“In Brussels, urban development also means keeping production in the city center,” explained Kristiaan Borret, City Architect of the Belgian capital. Instead of moving existing facilities to the outskirts, they are integrated into the developing neighborhoods. Two projects of the Brussels Canal District masterplan received international recognition in 2017 by winning the 5th LafargeHolcim Awards in Europe.
More than 130 guests from architecture, urban planning and politics experienced how sustainable construction is applied in the Brussels Canal District, hosted by Holcim Belgium. Kristiaan Borret, City Architect (Bouwmeester), opened the event by advocating the central district must remain attractive for both “thinkers and makers”. It makes perfect sense to retain industry as part of the mixed-used development of the precinct, especially when taking into account the existing industrial infrastructure and the logistics advantages of the canal. The city masterplan tackles demographic, economic, social, environmental and territorial challenges for the urban (re-)development of the central district of Brussels. And to keep up with the changing needs of Brussels, its inhabitants and the environment, “masterplans need to be constantly adapted” Kristiaan Borret said.
Edward Schwarz, General Manager of the LafargeHolcim Foundation for Sustainable Construction, noted that the independent jury of specialists considered Brussels to be an inspiring example of how to continue developing an urban precinct that is already highly developed. “The jury decided to declare Brussels a hotspot for sustainable development based on brilliant strategies to improve the built environment.” Two construction projects located in the Canal District by TETRA architecten and BC architects & studies were chosen to receive LafargeHolcim Awards Gold Europe 2017 ex aequo.
Creating jobs and public space
TETRA architecten from Brussels had already been acknowledged in a former Awards competition for their project “Construction materials recycling and logistics hub”. Soon to be opened, the flexible modular system of the “construction materials village” in the port of Brussels combines infrastructure with industrial and logistics activities. Annekatrien Verdickt from TETRA also presented their latest prize winning project “Adaptable structure for a garbage management company”, a facility that serves as workplace on the canal front for 500 Bruxelles Propreté employees. Both projects enable the integration of the client’s needs with (green) public spaces, while also setting aside areas for future development.
Staying local and traditional
Ken De Cooman referred to the LafargeHolcim Awards Acknowledgement prize winning “Socially-integrated office building with sustainable façade” project of BC architects & studies located in Addis Ababa, Ethiopia to illustrate how sustainability can be achieved by integrating traditional building materials and techniques as well as local craftsmanship to realize contemporary solutions.
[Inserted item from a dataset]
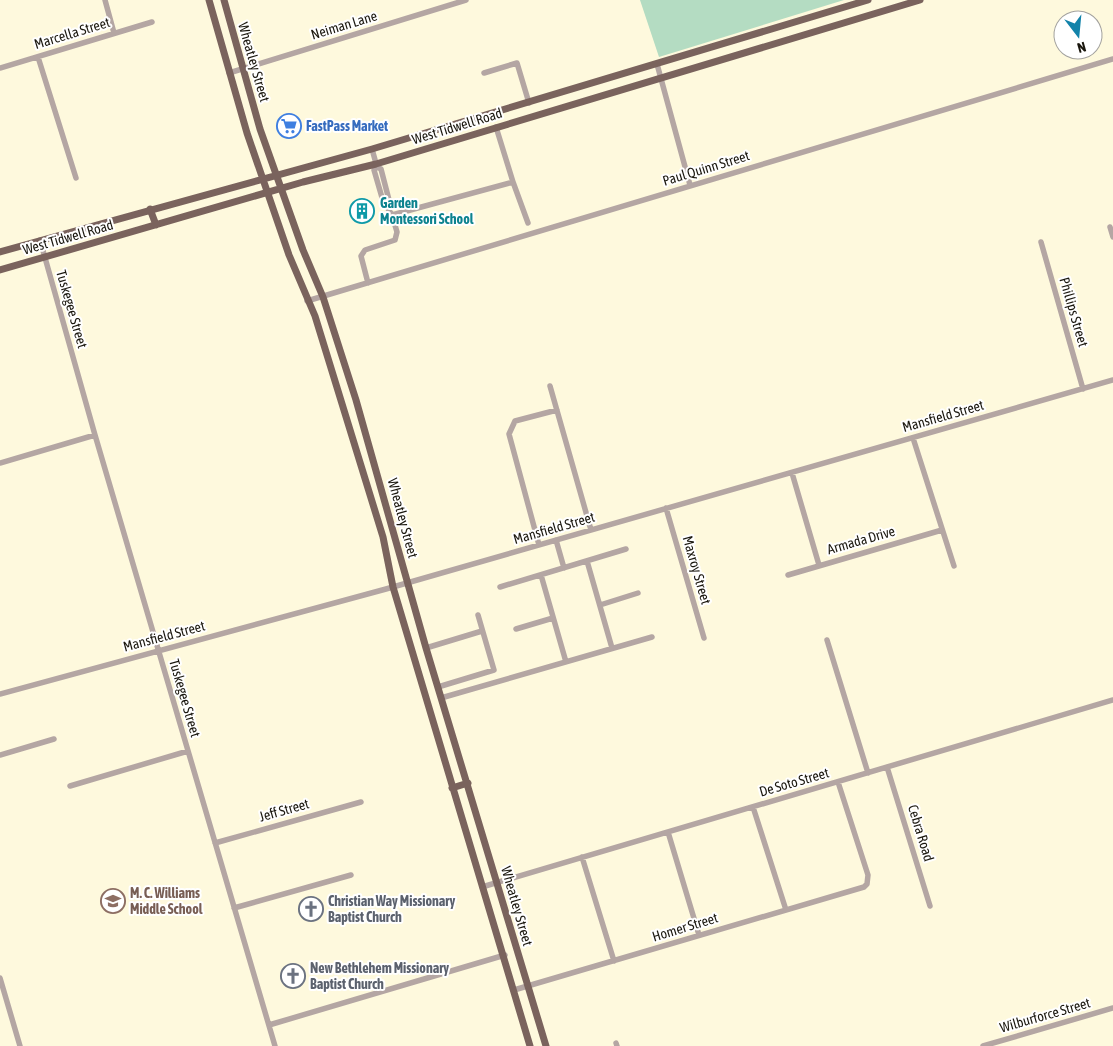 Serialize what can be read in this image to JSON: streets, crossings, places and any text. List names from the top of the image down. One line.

BC architects & studies, based in Brussels, shows that this approach also works in Europe with “Fort V” in Antwerp, a project to renovate and upgrade a warehouse into an educational facility, using compressed earth blocks from the neighborhood as well as natural local materials for insulation. Ken De Cooman stressed that sustainable construction is about respecting local design traditions, identities and materials combined with satisfying modern needs – and bringing together enthusiastic teams.
Claudia Albertini, CEO of Holcim Belgium, and Bart Daneels, Sales & Marketing Director, congratulated the winners on their projects and emphasized that the LafargeHolcim Group is engaged in sustainable development on all continents and with products and services to meet highest expectations also with regard to sustainability.